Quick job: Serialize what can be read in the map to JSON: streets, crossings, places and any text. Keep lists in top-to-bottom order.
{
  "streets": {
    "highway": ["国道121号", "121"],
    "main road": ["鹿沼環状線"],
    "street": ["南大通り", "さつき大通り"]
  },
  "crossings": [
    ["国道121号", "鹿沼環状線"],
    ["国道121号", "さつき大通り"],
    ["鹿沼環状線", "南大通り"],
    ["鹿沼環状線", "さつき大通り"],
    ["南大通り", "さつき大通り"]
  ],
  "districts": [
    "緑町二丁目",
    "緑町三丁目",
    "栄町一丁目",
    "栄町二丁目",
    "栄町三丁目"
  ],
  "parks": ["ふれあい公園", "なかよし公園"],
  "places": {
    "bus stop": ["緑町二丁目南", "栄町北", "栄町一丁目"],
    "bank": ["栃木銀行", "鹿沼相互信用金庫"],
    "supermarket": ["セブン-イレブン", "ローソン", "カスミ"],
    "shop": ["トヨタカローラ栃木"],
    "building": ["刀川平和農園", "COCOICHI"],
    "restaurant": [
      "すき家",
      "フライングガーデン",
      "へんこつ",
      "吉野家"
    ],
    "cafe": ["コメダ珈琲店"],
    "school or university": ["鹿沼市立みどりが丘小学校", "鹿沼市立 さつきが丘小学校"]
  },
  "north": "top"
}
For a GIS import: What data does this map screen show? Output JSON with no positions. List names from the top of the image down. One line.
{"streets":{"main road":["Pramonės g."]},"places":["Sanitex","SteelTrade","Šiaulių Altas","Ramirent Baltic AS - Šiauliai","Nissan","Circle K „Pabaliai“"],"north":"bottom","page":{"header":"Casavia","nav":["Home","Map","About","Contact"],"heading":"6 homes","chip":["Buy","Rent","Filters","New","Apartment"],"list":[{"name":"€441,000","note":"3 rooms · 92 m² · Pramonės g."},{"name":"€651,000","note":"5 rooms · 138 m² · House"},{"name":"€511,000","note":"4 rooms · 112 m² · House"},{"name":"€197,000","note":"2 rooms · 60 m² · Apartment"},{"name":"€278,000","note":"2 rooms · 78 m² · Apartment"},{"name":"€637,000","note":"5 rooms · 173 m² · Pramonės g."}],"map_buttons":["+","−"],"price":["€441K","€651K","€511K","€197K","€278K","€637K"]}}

§

• Work task:
Each line above needs to be repeated exactly, with nothing omitted.

• Your response:
Quick job: Serialize what can be read in the map to JSON: streets, crossings, places and any text. Keep lists in top-to-bottom order.
{
  "streets": {
    "highway": ["国道121号", "121"],
    "main road": ["鹿沼環状線"],
    "street": ["南大通り", "さつき大通り"]
  },
  "crossings": [
    ["国道121号", "鹿沼環状線"],
    ["国道121号", "さつき大通り"],
    ["鹿沼環状線", "南大通り"],
    ["鹿沼環状線", "さつき大通り"],
    ["南大通り", "さつき大通り"]
  ],
  "districts": [
    "緑町二丁目",
    "緑町三丁目",
    "栄町一丁目",
    "栄町二丁目",
    "栄町三丁目"
  ],
  "parks": ["ふれあい公園", "なかよし公園"],
  "places": {
    "bus stop": ["緑町二丁目南", "栄町北", "栄町一丁目"],
    "bank": ["栃木銀行", "鹿沼相互信用金庫"],
    "supermarket": ["セブン-イレブン", "ローソン", "カスミ"],
    "shop": ["トヨタカローラ栃木"],
    "building": ["刀川平和農園", "COCOICHI"],
    "restaurant": [
      "すき家",
      "フライングガーデン",
      "へんこつ",
      "吉野家"
    ],
    "cafe": ["コメダ珈琲店"],
    "school or university": ["鹿沼市立みどりが丘小学校", "鹿沼市立 さつきが丘小学校"]
  },
  "north": "top"
}
For a GIS import: What data does this map screen show? Output JSON with no positions. List names from the top of the image down. One line.
{"streets":{"main road":["Pramonės g."]},"places":["Sanitex","SteelTrade","Šiaulių Altas","Ramirent Baltic AS - Šiauliai","Nissan","Circle K „Pabaliai“"],"north":"bottom","page":{"header":"Casavia","nav":["Home","Map","About","Contact"],"heading":"6 homes","chip":["Buy","Rent","Filters","New","Apartment"],"list":[{"name":"€441,000","note":"3 rooms · 92 m² · Pramonės g."},{"name":"€651,000","note":"5 rooms · 138 m² · House"},{"name":"€511,000","note":"4 rooms · 112 m² · House"},{"name":"€197,000","note":"2 rooms · 60 m² · Apartment"},{"name":"€278,000","note":"2 rooms · 78 m² · Apartment"},{"name":"€637,000","note":"5 rooms · 173 m² · Pramonės g."}],"map_buttons":["+","−"],"price":["€441K","€651K","€511K","€197K","€278K","€637K"]}}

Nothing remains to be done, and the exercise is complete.